Search the records below for "Taman"; copy each line that has it.
>>>
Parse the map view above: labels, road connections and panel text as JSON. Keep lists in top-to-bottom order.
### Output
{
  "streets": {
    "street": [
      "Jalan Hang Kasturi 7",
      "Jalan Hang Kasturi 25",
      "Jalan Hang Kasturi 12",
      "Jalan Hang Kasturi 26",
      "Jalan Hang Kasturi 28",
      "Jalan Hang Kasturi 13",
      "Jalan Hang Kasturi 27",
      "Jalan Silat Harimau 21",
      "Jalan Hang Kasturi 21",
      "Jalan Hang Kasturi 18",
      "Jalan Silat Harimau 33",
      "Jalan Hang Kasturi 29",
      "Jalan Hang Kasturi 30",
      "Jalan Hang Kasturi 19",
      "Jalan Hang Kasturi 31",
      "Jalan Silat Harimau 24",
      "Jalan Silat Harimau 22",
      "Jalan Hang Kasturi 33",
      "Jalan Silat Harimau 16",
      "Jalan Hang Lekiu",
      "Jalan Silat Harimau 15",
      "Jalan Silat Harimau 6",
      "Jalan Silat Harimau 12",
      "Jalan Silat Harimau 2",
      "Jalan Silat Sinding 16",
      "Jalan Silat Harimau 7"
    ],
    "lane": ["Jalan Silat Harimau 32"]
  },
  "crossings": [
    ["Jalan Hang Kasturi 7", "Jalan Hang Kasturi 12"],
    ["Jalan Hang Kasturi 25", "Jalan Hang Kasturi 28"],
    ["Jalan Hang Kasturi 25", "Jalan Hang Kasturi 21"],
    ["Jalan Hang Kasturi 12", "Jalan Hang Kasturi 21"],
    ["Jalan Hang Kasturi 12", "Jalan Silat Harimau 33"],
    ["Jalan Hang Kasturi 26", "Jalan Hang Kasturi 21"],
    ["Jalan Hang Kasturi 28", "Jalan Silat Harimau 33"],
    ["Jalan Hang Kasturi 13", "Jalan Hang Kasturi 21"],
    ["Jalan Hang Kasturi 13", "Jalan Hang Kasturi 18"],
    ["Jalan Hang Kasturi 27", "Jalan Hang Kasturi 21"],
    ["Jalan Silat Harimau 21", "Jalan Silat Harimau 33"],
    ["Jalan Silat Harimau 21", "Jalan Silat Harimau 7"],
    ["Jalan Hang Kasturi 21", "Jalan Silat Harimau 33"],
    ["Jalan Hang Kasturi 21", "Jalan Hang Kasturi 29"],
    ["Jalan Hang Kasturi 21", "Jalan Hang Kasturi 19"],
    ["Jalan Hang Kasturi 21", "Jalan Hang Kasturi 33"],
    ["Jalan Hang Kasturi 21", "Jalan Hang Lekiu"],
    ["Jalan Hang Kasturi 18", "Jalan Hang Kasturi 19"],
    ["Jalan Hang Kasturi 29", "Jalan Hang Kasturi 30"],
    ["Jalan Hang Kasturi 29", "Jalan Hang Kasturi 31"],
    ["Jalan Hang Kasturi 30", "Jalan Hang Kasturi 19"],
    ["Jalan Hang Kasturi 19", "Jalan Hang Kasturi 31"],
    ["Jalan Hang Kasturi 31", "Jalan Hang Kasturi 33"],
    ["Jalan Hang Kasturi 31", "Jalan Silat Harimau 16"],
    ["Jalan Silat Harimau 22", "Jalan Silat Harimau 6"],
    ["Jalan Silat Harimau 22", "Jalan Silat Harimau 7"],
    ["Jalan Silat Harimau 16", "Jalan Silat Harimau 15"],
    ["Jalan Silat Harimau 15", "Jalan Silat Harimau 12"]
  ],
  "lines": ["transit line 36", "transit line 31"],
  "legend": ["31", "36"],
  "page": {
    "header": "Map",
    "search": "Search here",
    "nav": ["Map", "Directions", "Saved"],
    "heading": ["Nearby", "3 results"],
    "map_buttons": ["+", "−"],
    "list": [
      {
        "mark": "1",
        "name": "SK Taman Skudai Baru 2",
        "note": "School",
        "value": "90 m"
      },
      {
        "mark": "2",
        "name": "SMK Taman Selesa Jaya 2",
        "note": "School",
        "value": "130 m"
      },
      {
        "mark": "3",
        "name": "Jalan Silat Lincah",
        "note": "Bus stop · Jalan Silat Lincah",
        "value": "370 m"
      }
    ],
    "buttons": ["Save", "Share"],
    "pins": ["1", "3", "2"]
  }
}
<<<
Exercise answer:
        "name": "SK Taman Skudai Baru 2",
        "name": "SMK Taman Selesa Jaya 2",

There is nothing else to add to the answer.